Cari fratelli, auspico vivamente che questi criteri diventino patrimonio comune, tale da influenzare mentalità e comportamenti, così che i principi siano non soltanto astrattamente apprezzati e condivisi, ma concretamente e puntualmente applicati. Se ciò accadrà, anche le discriminazioni che la vostra Associazione lamenta ai danni dell’etnia Pashtun in Pakistan avranno termine e potrà iniziare una nuova epoca, nella quale la forza del diritto, la compassione – questa parola è chiave: la compassione – e la collaborazione nel rispetto reciproco daranno luogo a una civiltà più giusta e umana.
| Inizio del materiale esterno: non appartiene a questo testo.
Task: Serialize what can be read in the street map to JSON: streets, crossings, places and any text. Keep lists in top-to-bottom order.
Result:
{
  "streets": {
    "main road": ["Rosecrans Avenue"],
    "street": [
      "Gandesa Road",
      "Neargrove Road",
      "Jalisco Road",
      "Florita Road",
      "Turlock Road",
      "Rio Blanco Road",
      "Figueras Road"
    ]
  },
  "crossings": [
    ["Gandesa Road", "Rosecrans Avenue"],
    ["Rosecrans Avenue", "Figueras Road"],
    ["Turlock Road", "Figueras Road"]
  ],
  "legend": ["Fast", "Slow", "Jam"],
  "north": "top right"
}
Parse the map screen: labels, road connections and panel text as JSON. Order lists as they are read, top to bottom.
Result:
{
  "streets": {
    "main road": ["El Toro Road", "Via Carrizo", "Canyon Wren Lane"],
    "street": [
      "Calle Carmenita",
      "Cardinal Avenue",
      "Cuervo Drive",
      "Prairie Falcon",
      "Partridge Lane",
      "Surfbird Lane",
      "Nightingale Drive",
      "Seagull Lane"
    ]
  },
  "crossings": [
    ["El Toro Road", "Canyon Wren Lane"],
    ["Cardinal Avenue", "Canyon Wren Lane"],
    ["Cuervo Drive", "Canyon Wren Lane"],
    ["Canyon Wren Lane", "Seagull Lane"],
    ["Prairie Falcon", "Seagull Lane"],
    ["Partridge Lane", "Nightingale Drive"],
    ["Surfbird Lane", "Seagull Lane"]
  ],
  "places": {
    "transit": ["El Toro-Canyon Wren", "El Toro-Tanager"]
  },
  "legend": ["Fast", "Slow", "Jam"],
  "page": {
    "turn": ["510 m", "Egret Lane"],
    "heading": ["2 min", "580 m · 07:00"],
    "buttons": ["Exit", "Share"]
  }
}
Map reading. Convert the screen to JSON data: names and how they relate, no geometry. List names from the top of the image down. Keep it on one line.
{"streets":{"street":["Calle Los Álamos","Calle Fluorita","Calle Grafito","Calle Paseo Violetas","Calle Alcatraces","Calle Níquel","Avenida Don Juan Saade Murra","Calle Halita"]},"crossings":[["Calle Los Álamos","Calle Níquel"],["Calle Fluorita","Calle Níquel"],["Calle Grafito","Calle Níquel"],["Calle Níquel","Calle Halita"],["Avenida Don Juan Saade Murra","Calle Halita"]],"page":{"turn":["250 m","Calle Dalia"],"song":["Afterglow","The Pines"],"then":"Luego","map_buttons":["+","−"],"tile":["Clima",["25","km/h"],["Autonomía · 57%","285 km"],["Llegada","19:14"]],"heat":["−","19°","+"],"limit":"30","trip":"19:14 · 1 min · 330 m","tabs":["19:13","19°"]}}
Io ho visto in alcuni Paesi dell’Africa, per esempio, dove ci sono due religioni importanti – l’islam e il cattolicesimo – come per Natale gli islamici vanno a salutare i cristiani e portano agnelli e altre cose, e per la Festa del Sacrificio i cristiani vanno dai musulmani e portano loro cose per la festa: questa è la vera fraternità, e questo è bello. Lottate per questo.
Voglia Dio onnipotente e misericordioso assistere i governanti e i popoli nella costruzione di una società dove a tutti sia riconosciuta piena cittadinanza nell’uguaglianza dei diritti; dove ognuno possa vivere secondo i propri costumi e la propria cultura, in un quadro che tenga conto dei diritti di tutti, senza prevaricazioni o discriminazioni.
Cari amici, vi ringrazio della vostra visita. Auguro ogni bene per la vostra attività e invoco su di voi e le vostre famiglie la benedizione di Dio. E voi pregate perché Dio mi benedica. Grazie.